╭─ Entries shown

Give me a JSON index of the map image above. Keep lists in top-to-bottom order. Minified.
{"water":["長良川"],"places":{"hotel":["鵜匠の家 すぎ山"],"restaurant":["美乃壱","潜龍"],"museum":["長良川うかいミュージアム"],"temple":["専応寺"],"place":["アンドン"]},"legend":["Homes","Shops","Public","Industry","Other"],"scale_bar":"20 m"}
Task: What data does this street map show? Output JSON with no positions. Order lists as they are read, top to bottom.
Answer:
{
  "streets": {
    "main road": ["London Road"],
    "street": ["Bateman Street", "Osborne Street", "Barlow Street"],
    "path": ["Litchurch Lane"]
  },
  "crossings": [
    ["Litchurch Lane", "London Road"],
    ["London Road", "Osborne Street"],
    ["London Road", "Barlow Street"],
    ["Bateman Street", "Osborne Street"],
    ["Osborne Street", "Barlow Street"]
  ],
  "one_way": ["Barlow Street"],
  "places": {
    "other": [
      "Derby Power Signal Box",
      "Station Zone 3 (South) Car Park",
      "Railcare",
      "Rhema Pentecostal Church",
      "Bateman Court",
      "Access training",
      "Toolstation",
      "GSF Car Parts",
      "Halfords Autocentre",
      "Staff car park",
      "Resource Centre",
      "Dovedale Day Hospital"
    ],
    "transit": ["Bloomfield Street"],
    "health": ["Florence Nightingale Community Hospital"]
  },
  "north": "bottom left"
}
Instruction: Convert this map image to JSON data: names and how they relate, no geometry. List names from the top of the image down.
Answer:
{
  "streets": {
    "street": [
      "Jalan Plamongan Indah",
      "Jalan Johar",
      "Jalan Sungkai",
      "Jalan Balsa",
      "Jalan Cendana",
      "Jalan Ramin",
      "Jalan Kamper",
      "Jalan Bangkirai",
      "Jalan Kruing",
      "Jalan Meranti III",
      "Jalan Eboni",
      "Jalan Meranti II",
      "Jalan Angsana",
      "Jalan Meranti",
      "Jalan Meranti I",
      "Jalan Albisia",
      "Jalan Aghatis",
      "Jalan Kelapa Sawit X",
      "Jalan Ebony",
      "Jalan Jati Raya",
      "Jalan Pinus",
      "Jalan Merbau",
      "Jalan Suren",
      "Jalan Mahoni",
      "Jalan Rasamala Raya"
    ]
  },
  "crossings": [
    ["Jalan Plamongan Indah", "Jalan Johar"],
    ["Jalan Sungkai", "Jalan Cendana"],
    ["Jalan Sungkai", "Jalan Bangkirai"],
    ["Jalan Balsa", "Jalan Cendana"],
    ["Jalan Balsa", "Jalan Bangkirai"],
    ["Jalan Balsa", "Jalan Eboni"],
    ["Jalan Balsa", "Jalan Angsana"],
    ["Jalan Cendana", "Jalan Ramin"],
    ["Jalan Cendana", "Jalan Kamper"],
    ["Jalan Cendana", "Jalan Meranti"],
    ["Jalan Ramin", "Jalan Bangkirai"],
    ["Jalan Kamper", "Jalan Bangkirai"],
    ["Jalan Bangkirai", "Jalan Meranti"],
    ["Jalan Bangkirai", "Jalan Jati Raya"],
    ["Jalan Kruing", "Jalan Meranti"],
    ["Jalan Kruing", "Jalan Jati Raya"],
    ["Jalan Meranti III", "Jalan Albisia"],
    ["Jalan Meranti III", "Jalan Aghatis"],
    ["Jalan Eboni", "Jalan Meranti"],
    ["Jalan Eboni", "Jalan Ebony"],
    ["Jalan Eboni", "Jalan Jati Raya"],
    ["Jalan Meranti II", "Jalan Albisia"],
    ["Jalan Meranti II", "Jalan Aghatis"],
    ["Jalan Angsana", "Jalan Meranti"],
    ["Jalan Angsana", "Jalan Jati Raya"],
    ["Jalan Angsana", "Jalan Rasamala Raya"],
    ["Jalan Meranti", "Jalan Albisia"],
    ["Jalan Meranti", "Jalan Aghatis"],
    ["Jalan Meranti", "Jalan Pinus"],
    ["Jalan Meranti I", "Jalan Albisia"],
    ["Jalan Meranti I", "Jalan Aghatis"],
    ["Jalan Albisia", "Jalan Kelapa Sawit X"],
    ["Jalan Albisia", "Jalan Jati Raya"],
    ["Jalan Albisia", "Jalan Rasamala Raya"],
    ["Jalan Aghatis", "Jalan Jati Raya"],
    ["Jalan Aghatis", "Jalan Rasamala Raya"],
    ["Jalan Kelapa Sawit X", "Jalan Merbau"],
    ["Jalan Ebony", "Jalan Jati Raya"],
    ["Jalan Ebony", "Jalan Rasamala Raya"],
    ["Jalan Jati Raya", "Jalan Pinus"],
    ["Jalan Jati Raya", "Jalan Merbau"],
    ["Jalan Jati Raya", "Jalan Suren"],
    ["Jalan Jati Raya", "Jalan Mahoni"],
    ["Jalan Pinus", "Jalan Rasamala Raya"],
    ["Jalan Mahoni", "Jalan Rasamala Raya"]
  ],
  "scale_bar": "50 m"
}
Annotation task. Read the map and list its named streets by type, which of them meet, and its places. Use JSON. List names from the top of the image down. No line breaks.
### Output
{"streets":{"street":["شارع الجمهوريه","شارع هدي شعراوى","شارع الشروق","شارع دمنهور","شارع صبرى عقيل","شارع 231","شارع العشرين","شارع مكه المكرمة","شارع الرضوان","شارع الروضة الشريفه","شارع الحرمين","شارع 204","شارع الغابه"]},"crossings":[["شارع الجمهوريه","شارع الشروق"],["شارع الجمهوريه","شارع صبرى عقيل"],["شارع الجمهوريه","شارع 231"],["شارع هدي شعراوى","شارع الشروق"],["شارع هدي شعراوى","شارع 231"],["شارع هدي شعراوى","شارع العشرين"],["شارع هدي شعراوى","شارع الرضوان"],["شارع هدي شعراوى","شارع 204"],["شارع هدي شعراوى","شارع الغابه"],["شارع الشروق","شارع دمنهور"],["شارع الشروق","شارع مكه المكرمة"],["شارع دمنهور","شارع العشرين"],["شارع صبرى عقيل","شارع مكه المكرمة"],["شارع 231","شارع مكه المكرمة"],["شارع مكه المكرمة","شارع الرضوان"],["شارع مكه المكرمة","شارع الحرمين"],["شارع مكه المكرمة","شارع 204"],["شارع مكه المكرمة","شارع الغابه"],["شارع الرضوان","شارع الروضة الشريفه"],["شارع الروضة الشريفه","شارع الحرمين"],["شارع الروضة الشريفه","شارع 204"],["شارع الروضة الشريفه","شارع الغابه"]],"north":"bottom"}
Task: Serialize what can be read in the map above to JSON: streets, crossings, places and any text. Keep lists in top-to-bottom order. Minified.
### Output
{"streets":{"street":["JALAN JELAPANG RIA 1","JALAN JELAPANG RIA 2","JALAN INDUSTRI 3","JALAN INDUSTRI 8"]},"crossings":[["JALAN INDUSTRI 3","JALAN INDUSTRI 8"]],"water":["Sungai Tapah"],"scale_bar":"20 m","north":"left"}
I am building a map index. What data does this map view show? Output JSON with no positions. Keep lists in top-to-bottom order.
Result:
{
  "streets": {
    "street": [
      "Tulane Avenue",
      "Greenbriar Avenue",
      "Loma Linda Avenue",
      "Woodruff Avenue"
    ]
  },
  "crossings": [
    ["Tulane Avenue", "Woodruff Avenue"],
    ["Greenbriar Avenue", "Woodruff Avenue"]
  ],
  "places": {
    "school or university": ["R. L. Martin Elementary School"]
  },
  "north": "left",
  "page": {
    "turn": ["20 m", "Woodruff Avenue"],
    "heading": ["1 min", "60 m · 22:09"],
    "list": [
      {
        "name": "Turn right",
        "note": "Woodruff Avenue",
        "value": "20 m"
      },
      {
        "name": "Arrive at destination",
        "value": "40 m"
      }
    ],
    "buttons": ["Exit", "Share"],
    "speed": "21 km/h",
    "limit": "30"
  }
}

╰─

Your answer must be the lines from the first line of the entries above through the line that contains "Task: What data", written out exactly.

Give me a JSON index of the map image above. Keep lists in top-to-bottom order. Minified.
{"water":["長良川"],"places":{"hotel":["鵜匠の家 すぎ山"],"restaurant":["美乃壱","潜龍"],"museum":["長良川うかいミュージアム"],"temple":["専応寺"],"place":["アンドン"]},"legend":["Homes","Shops","Public","Industry","Other"],"scale_bar":"20 m"}
Task: What data does this street map show? Output JSON with no positions. Order lists as they are read, top to bottom.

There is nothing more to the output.